The trial court committed prejudicial error by the giving of instructions on contributory negligence in the absence of evidence justifying such instructions.

¶15 We have held in numerous cases that when contributory negligence is properly plead and there is evidence tending to prove it in any degree, it is the duty of the trial court to submit it as a question of fact for the jury and failure to do so is reversible error. Oklahoma Ry. Co. v. Milam, 45 Okl. 742, 147 P. 314; Stillwater Milling Co. v. Templin, 182 Okl. 309, 77 P.2d 732; McFarland v. Crabtree, Okl., 331 P.2d 379.

¶16 In the present case it was for the jury to determine whether the deceased was under any obligation to caution, warn or remonstrate with the driver of the pickup truck of the impending perils ahead. The pickup was following a propane truck whose driver, according to the testimony, had reduced his speed to permit an oncoming semi-truck to cross a narrow bridge. The narrow bridge, the oncoming semi-truck, the reduction of speed by the propane truck and the manner in which the pickup was being operated under the existing conditions were all admissible facts for the jury's consideration to determine any contribution of negligence on the part of the deceased.

¶17 The plaintiff also requested an instruction that the burden of proof is on the defendants to establish their defense of contributory negligence. The plaintiff further requested an instruction which in part is as follows:

"If you should find that the plaintiff through its driver has been guilty of negligence which proximately contributed to the accident and resulting damages, then the plaintiff should not recover and your verdict should be for the defendant."

¶18 The rule is well established in this jurisdiction that a party may not complain of an instruction given by the trial court when he himself has requested the same. Bowring v. Denco Bus Lines, Inc., 196 Okl. 1, 162 P.2d 525. In Brightmire v. Darnold, Okl., 272 P.2d 401, the trial court submitted an instruction on contributory negligence after having been requested to do so by the plaintiff. The plaintiff on appeal sought reversal on the ground that the court should not have submitted such an issue to the jury. In rejecting the plaintiff's plea this Court held:

"A party may not complain of an instruction relating to issue of contributory negligence on ground that such issue was not made by pleadings, where such party has himself requested instruction on issue of contributory negligence."

¶19 If error has been committed on the submission of the issue of contributory negligence to the jury, it was an invited error initiated by the plaintiff. A party cannot complain of errors which he has permitted or invited. Madden v.

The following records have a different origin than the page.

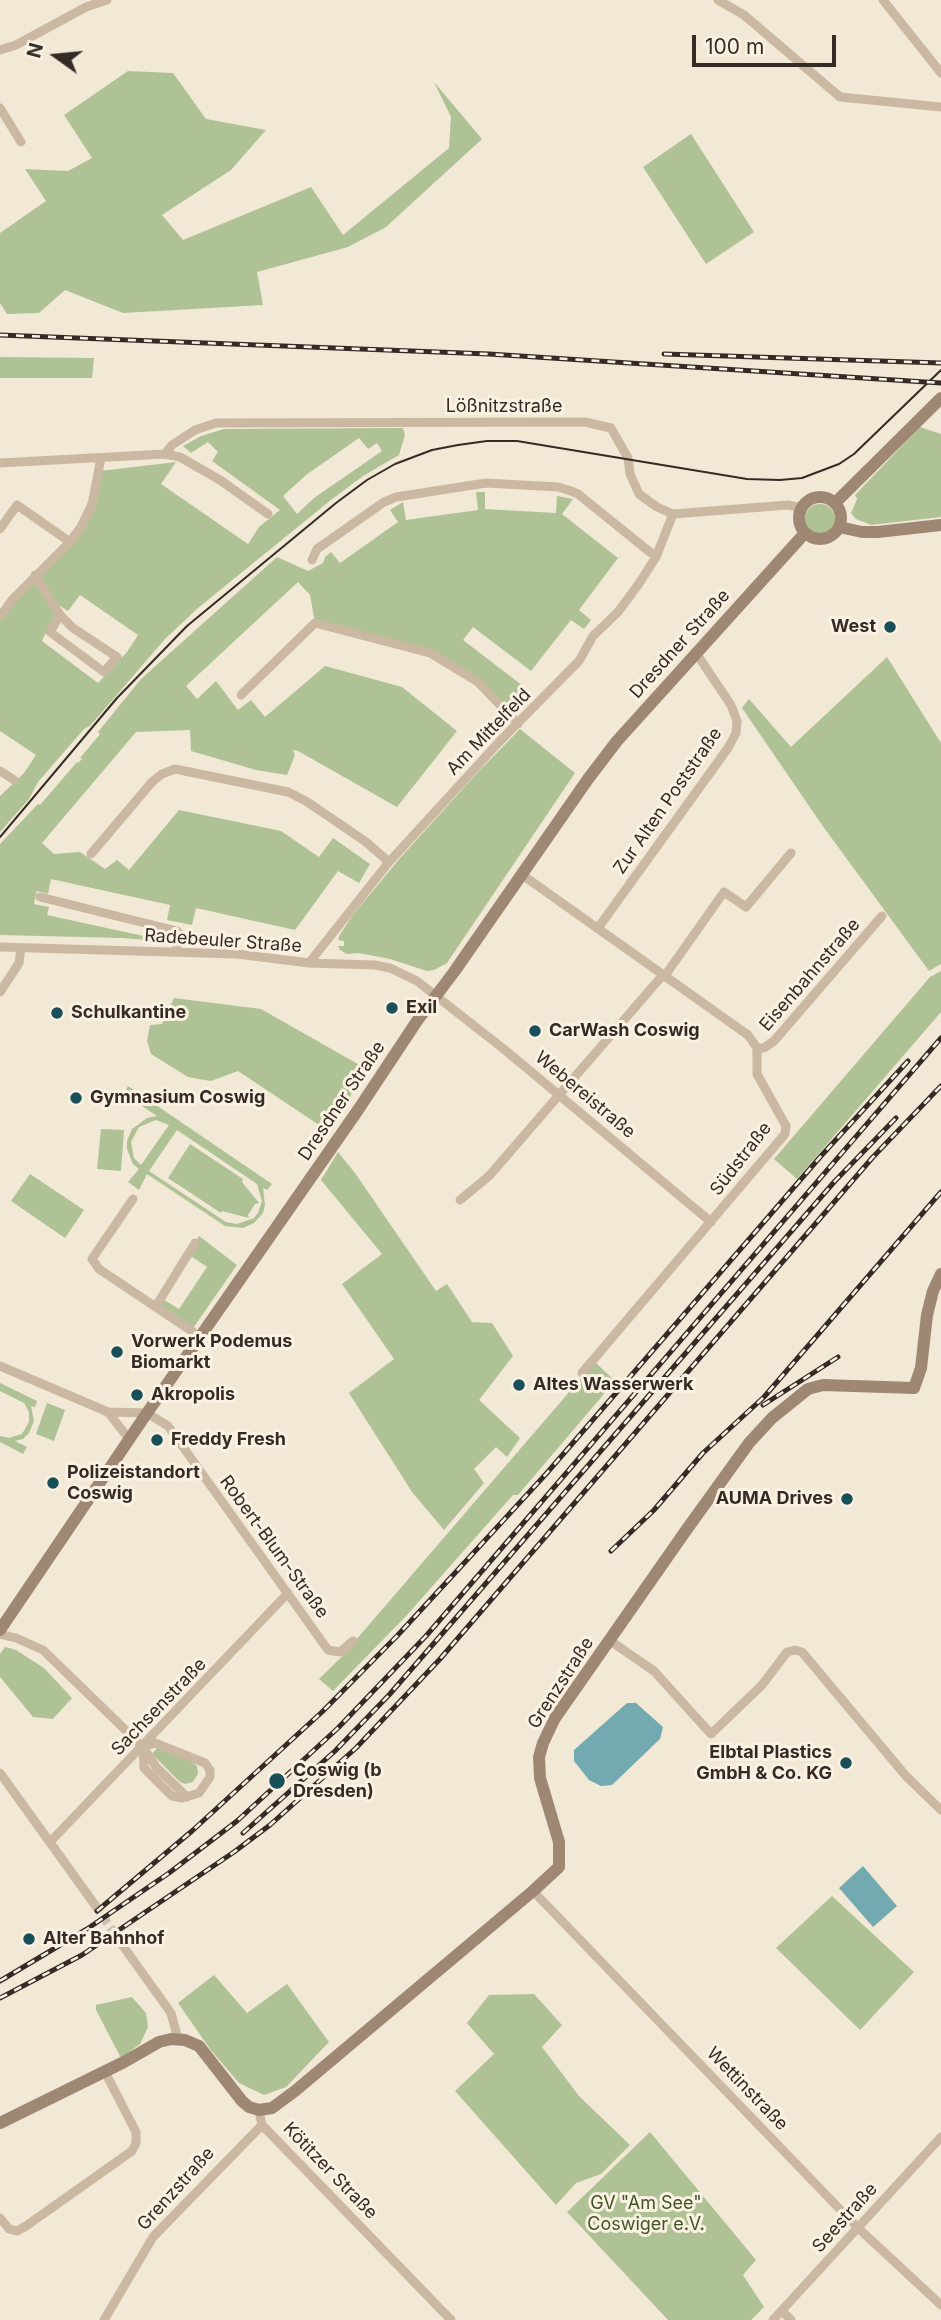 <!DOCTYPE html>
<html>
<head>
<meta charset="utf-8">
<style>
	body { margin:0 }
	#map { position:relative; width:941px; height:2320px; overflow:hidden; background:#f2e8d6; font-family:Inter,sans-serif }
	canvas { display:block }
	.north { position:absolute; left:21px; top:21px; width:70px; height:70px; -webkit-text-stroke:5px #faf1e2; paint-order:stroke; rotate:285deg; font-size:19px; font-weight:700; line-height:28px; text-align:center; color:#352b25 }
	.north::after { content:''; display:block; margin:auto; width:24px; height:32px; background:#352b25; clip-path:polygon(50% 0,100% 100%,50% 72%,0 100%) }
	.scale { position:absolute; left:692px; top:35px; width:144px; height:32px; box-sizing:border-box; border:4px solid #352b25; border-top:0; padding-left:9px; font-size:21px; line-height:24px; white-space:nowrap; color:#352b25; -webkit-text-stroke:5px #faf1e2; paint-order:stroke }
</style>
</head>
<body>
<div id="map">
<canvas width="941" height="2320"></canvas>
<div class="north">N</div>
<div class="scale">100 m</div>
</div>
<script>
const context = document.querySelector('canvas').getContext('2d');
context.lineJoin = 'round';
function fill(path, color) { context.fillStyle = color; context.fill(path, 'evenodd'); }
const shape = rows => new Path2D(rows.map(r => 'M' + r).join(''));
function stroke(path, color, width, dash) { context.strokeStyle = color; context.lineWidth = width; context.lineCap = dash ? 'butt' : 'round'; context.setLineDash(dash || []); context.stroke(path); }
function label(font, color, halo, rows, align = 'center') {
  context.font = font + ' Inter,sans-serif'; context.lineWidth = 6; context.setLineDash([]); context.textBaseline = 'middle'; context.strokeStyle = halo; context.fillStyle = color; for (const [text, x, y, turn = 0] of rows) {
    context.save(); context.translate(x, y); context.rotate((+turn || 0) * Math.PI / 180); context.textAlign = isNaN(turn) ? turn : align; if (halo) context.strokeText(text, 0, 0); context.fillText(text, 0, 0); context.restore();
  }
}
const green = shape([
	[128,71,173,73,206,119,266,130,231,170,162,215,183,240,311,187,343,235,449,148,451,117,434,82,482,139,386,227,348,247,257,272,263,305,123,313,65,290,39,313,7,314,0,303,0,233,46,201,25,169,68,171,92,158,64,115],
	[691,134,754,232,706,264,643,167],
	[0,357,94,358,92,378,0,378],
	[920,427,941,434,941,517,871,525,856,519,851,513,857,499,855,495],
	[403,428,405,435,399,455,363,476,331,500,198,608,165,639,90,726,84,729,38,782,29,799,0,832,0,796,24,773,36,755,0,731,0,619,82,527,100,471,176,462,161,484,248,544,259,527,280,510,212,461,218,452,208,442,191,453,183,446,201,436,224,429],
	[359,438,368,449,377,443,382,451,314,498,297,514,283,496,306,475],
	[80,595,138,635,127,652,98,683,42,641,55,614,55,603,68,611],
	[476,492,485,492,485,509,556,513,557,496,573,499,562,514,618,558,579,610,591,620,584,629,571,620,531,671,473,627,463,640,523,686,523,690,529,695,510,714,495,697,442,660,315,623,310,595,298,582,186,686,197,699,216,681,238,710,251,700,265,717,325,666,402,687,457,731,397,807,298,751,293,750,295,755,287,775,256,770,191,751,190,730,136,732,42,843,54,854,80,852,105,869,117,860,129,870,179,810,281,831,319,857,333,838,370,864,359,883,338,871,295,930,196,908,192,925,167,920,170,905,51,879,48,894,37,891,34,904,49,907,47,915,162,940,165,932,176,936,175,942,122,938,0,935,0,844,38,804,40,805,77,762,78,763,82,759,80,758,100,734,98,732,141,679,277,557,308,571,323,563,325,557,331,552,340,563,398,522,390,510,403,502,406,520,478,510],
	'805 519a15 15 0 1 1 30 0a15 15 0 1 1-30 0Z',
	[887,657,941,743,941,964,929,971,822,825,742,708,749,699,791,747],
	[520,729,575,773,447,963,434,970,427,971,390,959,359,953,347,954,340,950,338,946,344,946,344,941,338,940,339,936,352,916,401,857,479,771],
	[941,971,941,1012,797,1179,774,1159,930,977],
	[174,998,261,1009,363,1067,356,1078,349,1101,328,1131,238,1071,211,1081,188,1077,151,1054,147,1041,150,1025,162,1024],
	[128,1086,272,1184,267,1190,263,1188,265,1205,263,1213,254,1223,243,1228,225,1226,147,1174,139,1190,128,1182,139,1169,133,1164,127,1149,127,1141,132,1129,147,1118,157,1116,124,1094],
	[156,1120,169,1125,141,1165,134,1158,131,1142,139,1127],
	[177,1130,257,1184,262,1201,258,1213,254,1218,237,1224,226,1222,149,1171],
	[101,1129,124,1130,121,1171,97,1169],
	[190,1144,243,1179,242,1182,259,1203,255,1204,248,1215,249,1218,222,1211,221,1213,168,1178],
	[338,1152,355,1173,436,1291,447,1284,472,1322,492,1323,513,1356,479,1400,520,1438,507,1457,496,1447,474,1469,484,1483,444,1530,412,1492,349,1393,394,1359,342,1284,382,1254,321,1180],
	[30,1174,84,1210,65,1238,11,1201],
	[199,1236,237,1265,191,1331,156,1306,161,1298,179,1309,207,1267,188,1254],
	[595,1362,615,1381,518,1495,513,1495,407,1615,333,1691,319,1679,356,1643,355,1641],
	[0,1383,37,1401,35,1407,31,1406,34,1421,29,1433,23,1439,15,1441,27,1447,23,1454,0,1442,0,1436,9,1438,22,1434,29,1422,29,1412,24,1403,0,1391],
	[47,1403,65,1410,54,1441,36,1434],
	[5,1647,16,1650,44,1668,72,1698,53,1719,33,1717,0,1677,0,1654],
	[157,1748,189,1760,197,1766,198,1774,193,1782,185,1784,180,1782,152,1754],
	[832,1896,914,1972,860,2030,776,1948],
	[214,1975,247,2013,287,1984,329,2042,286,2087,264,2095,239,2083,210,2049,178,2003],
	[534,1994,562,2025,542,2047,579,2096,630,2145,601,2174,576,2183,556,2205,455,2091,494,2054,467,2023,489,1995],
	[132,1997,146,2013,148,2027,140,2044,121,2058,96,2010,96,2005],
	[650,2132,756,2260,743,2275,764,2307,751,2320,668,2320,567,2212]
]);
const water = shape([
	[627,1703,636,1703,663,1727,660,1739,612,1785,601,1786,589,1780,574,1761,574,1750],
	[863,1866,897,1906,873,1927,839,1888]
]);
const streetTunnel = shape([
	[95,1905,123,1946]
]);
const street = shape([
	[718,0,744,15,840,97,941,107],
	[883,0,941,73],
	[0,50,16,45,86,7,107,0],
	[0,108,21,142],
	[165,454,172,445,195,430,216,423,585,422,611,428,628,458,630,474,639,494,657,507,673,514,788,505,802,508],
	[0,463,165,454,180,457,220,480,268,514],
	[0,529,17,505,70,542],
	[312,560,317,549,384,502,396,497,486,483,558,487,571,491,578,494,656,557],
	[35,575,60,615,73,628,117,657,104,672,50,632,60,615],
	[0,617,12,600,69,543,81,527,92,504,101,458],
	[241,695,315,623,430,653,478,682,518,724],
	[0,771,14,780],
	[91,854,152,782,162,774,175,769,288,792,306,801,366,842,389,862],
	[521,874,748,1035,757,1048,757,1074,786,1126,785,1134,582,1373],
	[40,897,177,931,180,934,176,952],
	[598,928,728,748,736,733,737,721,731,705,696,653],
	[0,947,237,954,309,963,375,965,390,968,417,981,505,1050,711,1222],
	[309,963,389,862,499,742,579,661,593,636,618,612,638,585,656,557,673,514],
	[664,977,724,892,746,907,791,853],
	[0,992,19,963,21,948],
	[757,1048,764,1048,774,1041,882,916],
	[133,1199,92,1259,99,1269,202,1338],
	[460,1200,489,1176,662,976],
	[156,1306,195,1243],
	[0,1366,108,1412],
	[129,1439,108,1412,147,1413,168,1426,328,1650,340,1652,353,1641],
	[0,1634,16,1638,43,1650,143,1747,156,1767,187,1797],
	[609,1640,654,1671,711,1734,762,1685,787,1652,795,1650,802,1652,906,1776,941,1810],
	[155,1743,205,1763,210,1770,210,1777,199,1793,182,1798,172,1796,144,1768,143,1747,155,1743],
	[0,1773,95,1905],
	[51,1841,288,1593],
	[533,1891,857,2227,941,2305],
	[123,1946,171,2013,178,2039],
	[259,2110,262,2125,451,2320],
	[0,2218,9,2229,17,2231,26,2226,132,2151,136,2143,136,2132,105,2072],
	[782,2311,791,2320],
	[104,2320,153,2237,262,2125],
	[773,2320,941,2137]
]);
const secondary = shape([
	'799 518a21 21 0 1 1 42 0a21 21 0 1 1-42 0Z',
	[835,503,941,398],
	[839,527,862,532,878,532,941,525],
	[0,1630,147,1413,358,1110,417,1021,454,972,588,779,617,741,805,533],
	[0,2123,124,2062,159,2042,171,2039,185,2040,199,2046,242,2101,249,2107,259,2110,272,2108,295,2091,533,1891,559,1867,559,1842,540,1778,539,1757,543,1743,555,1718,687,1529,749,1443,772,1418,808,1389,823,1385,914,1388,921,1368,927,1315,933,1291,941,1274]
]);
const tram = shape([
	[0,837,117,698,187,626,336,503,367,480,395,464,432,450,458,445,487,441,517,441,747,479,780,480,802,478,839,464,854,454,941,370]
]);
const rail = shape([
	[0,335,489,354,941,383],
	[664,354,941,363],
	[763,1405,838,1357],
	[611,1551,654,1510,703,1453,764,1397,941,1192],
	[243,1833,335,1751,389,1695,835,1181,896,1118],
	[97,1911,192,1831,322,1712,397,1636,546,1474,821,1156,908,1061],
	[0,1981,87,1929,169,1873,237,1821,338,1728,426,1636,941,1038],
	[0,1998,82,1955,234,1852,270,1825,356,1748,440,1659,873,1157,941,1086]
]);
const markers = [
	[890,627,7,"#184f59"],
	[392,1008,7,"#184f59"],
	[57,1013,7,"#184f59"],
	[535,1031,7,"#184f59"],
	[76,1098,7,"#184f59"],
	[117,1352,7,"#184f59"],
	[519,1385,7,"#184f59"],
	[137,1395,7,"#184f59"],
	[157,1440,7,"#184f59"],
	[53,1483,7,"#184f59"],
	[847,1499,7,"#184f59"],
	[846,1763,7,"#184f59"],
	[277,1781,9,"#184f59"],
	[29,1939,7,"#184f59"]
];
const streetNames = [
	["Lößnitzstraße",504,407],
	["Dresdner Straße",680,644,-48],
	["Am Mittelfeld",489,732,-46],
	["Zur Alten Poststraße",668,801,-55],
	["Radebeuler Straße",223,941,4],
	["Eisenbahnstraße",810,975,-49],
	["Webereistraße",585,1095,40],
	["Dresdner Straße",342,1101,-56],
	["Südstraße",741,1159,-52],
	["Robert-Blum-Straße",274,1547,54],
	["Grenzstraße",561,1683,-57],
	["Sachsenstraße",159,1707,-46],
	["Wettinstraße",747,2089,46],
	["Kötitzer Straße",330,2171,46],
	["Grenzstraße",176,2189,-48],
	["Seestraße",845,2218,-48]
];
const poiNames = [
	["West",876,627,"right"],
	["Exil",406,1008],
	["Schulkantine",71,1013],
	["CarWash Coswig",549,1031],
	["Gymnasium Coswig",90,1098],
	["Vorwerk Podemus",131,1342],
	["Biomarkt",131,1363],
	["Altes Wasserwerk",533,1385],
	["Akropolis",151,1395],
	["Freddy Fresh",171,1440],
	["Polizeistandort",67,1473],
	["Coswig",67,1494],
	["AUMA Drives",833,1499,"right"],
	["Elbtal Plastics",832,1753,"right"],
	["GmbH & Co. KG",832,1774,"right"],
	["Coswig (b",293,1771],
	["Dresden)",293,1792],
	["Alter Bahnhof",43,1939]
];
const parkNames = [
	["GV \"Am See\"",646,2204],
	["Coswiger e.V.",646,2225]
];
fill(green, '#afc295');
fill(water, '#73a9b1');
stroke(streetTunnel, '#ccc2b3', 9, [9, 4.5]);
stroke(street, '#cbb8a2', 9);
stroke(secondary, '#9e8773', 12);
stroke(tram, '#352b25', 2);
stroke(rail, '#352b25', 5);
stroke(rail, '#faf1e2', 2.5, [8]);
for (const [x, y, r, color] of markers) { const dot = new Path2D(); dot.arc(x, y, r, 0, 2 * Math.PI); context.fillStyle = color; context.fill(dot); stroke(dot, '#faf1e2', 2.5); }
label('18px', '#352b25', '#faf1e2', streetNames);
label('bold 18px', '#352b25', '#faf1e2', poiNames, 'left');
label('18px', '#405527', '#faf1e2', parkNames);
</script>
</body>
</html> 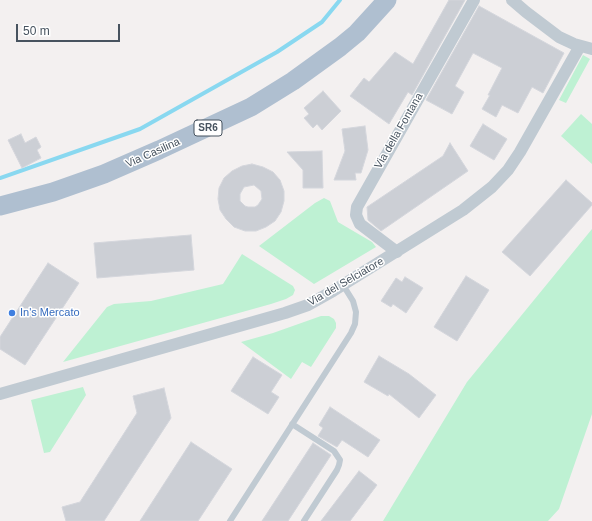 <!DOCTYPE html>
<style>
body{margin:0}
#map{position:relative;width:592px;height:521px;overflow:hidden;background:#f3f0f0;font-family:Arial,sans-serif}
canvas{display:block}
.scale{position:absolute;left:16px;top:24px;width:104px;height:18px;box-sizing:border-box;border:2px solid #47535f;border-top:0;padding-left:5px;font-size:12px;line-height:14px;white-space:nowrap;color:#47535f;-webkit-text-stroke:3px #fff;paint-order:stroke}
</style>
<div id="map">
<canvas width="592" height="521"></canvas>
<div class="scale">50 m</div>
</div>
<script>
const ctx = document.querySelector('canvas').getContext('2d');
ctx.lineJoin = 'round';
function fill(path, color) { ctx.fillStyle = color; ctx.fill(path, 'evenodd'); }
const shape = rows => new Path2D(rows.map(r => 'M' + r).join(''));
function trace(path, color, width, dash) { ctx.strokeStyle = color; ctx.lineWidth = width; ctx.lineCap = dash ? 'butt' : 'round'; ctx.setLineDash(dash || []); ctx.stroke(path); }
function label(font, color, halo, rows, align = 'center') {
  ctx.font = font + ' Arial,sans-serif'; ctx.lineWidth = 3; ctx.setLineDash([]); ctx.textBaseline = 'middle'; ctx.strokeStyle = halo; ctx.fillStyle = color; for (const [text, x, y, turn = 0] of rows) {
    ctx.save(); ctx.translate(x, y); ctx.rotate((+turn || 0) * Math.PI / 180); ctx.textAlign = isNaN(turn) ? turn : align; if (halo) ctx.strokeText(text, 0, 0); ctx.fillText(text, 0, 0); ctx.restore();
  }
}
const green = shape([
 [583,55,590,59,566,103,559,100],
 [581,114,592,124,592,164,561,136],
 [324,198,330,201,338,222,372,242,376,247,314,284,259,246,315,203],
 [592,229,592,414,559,509,548,521,383,521,467,382],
 [242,254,293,286,295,290,293,295,286,299,271,304,63,362,107,307,114,304,151,301,223,284],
 [321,316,329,316,334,319,336,323,336,328,311,367,302,362,291,379,241,342,273,333],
 [83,387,86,395,50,452,44,453,31,400]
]);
const stream = shape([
 [0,178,140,129,277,52,322,22,340,0]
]);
const building = shape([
 [449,0,465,0,412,95,408,92,389,124,350,96,364,78,369,82,395,52,413,64,449,0],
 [479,6,564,53,543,93,532,87,518,113,502,105,496,117,482,109,490,95,488,95,502,68,473,53,455,86,464,92,452,114,426,100,479,6],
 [323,91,341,111,322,130,317,124,313,128,304,118,309,114,304,108,323,91],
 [483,124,507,139,494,160,470,146,483,124],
 [365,126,368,150,361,173,355,173,356,180,334,180,345,151,342,129,365,126],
 [21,134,25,143,36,137,41,147,37,150,41,158,22,168,8,140,21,134],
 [450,143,468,171,381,231,368,220,367,207,443,156,450,143],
 [322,151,323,188,303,188,303,170,287,152,322,151],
 [252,164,263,167,273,172,280,180,284,191,284,201,281,212,275,221,266,227,256,231,245,231,234,227,226,219,220,210,218,199,219,188,224,178,232,171,242,166,252,164],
 [254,185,261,191,262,199,258,205,255,207,248,207,245,206,240,201,240,194,244,187,254,185],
 [566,180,592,203,592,205,530,276,502,252,566,180],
 [191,235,194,270,97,278,94,243,191,235],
 [48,263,79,283,25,365,0,349,0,337,48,263],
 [466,276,489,290,457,341,434,327,466,276],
 [405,277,423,288,406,313,393,304,391,307,381,301,396,278,402,282,405,277],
 [379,356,409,374,436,395,419,418,389,394,388,396,364,382,379,356],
 [253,357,282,375,271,392,279,397,268,414,231,391,253,357],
 [164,388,171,418,104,521,66,521,62,507,80,502,137,413,133,396,164,388],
 [330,407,380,440,368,457,342,440,337,447,318,436,323,428,319,425,330,407],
 [191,442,232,469,198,521,140,521,191,442],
 [313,443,331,455,288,521,262,521,313,443],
 [359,471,377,485,350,521,321,521,359,471]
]);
const service = shape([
 [292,424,334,451,340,460,339,465,337,470,304,521],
 [230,521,351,333,355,324,356,312,353,301,343,285]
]);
const minor = shape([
 [512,0,526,12,559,37,574,44,592,49],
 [397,252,360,224,356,215,357,207,474,0],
 [0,394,285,313,308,305,333,291,463,210,492,187,508,170,520,152,580,46]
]);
const primary = shape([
 [0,206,53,192,104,174,159,150,251,107,293,81,340,47,357,33,387,0]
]);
const markers = [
 [12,313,4,"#3f7fe0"]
];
const shields = [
 [208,128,28]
];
const shieldNames = [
 ["SR6",208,128]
];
const streetNames = [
 ["Via della Fontana",399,131,-60],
 ["Via Casilina",153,153,-24],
 ["Via del Selciatore",346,282,-30]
];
const shopNames = [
 ["In's Mercato",20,313]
];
fill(green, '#bef1d3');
trace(stream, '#89d8f0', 4);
fill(building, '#cccfd5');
trace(building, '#d4d6dc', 1);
trace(service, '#c0cad2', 6);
trace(minor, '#c0cad2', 12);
trace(primary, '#afbfd0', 19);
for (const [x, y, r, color] of markers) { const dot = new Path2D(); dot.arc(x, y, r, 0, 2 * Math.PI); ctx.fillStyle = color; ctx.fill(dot); trace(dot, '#fff', 1.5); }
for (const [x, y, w] of shields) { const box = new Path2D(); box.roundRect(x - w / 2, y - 8, w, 16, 3); ctx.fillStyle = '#fff'; ctx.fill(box); trace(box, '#47535f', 1); }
label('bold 10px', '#47535f', null, shieldNames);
label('11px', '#47535f', '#fff', streetNames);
label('11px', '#366cbe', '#fff', shopNames, 'left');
</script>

Tilly, 175 Okl. 589, 54 P.2d 161. The plaintiff cannot now assign as error the giving of an instruction on contributory negligence when she requested the action by her own requested instructions.

¶20 Judgment affirmed.

¶21 The Court acknowledges the aid of the Supernumerary Judge, CLYDE M. FOLLOWELL, in the preparation of this opinion. After a tentative opinion was written, the cause was assigned to a Justice of this Court. Thereafter, upon report and consideration in conference, the foregoing opinion was adopted by the Court.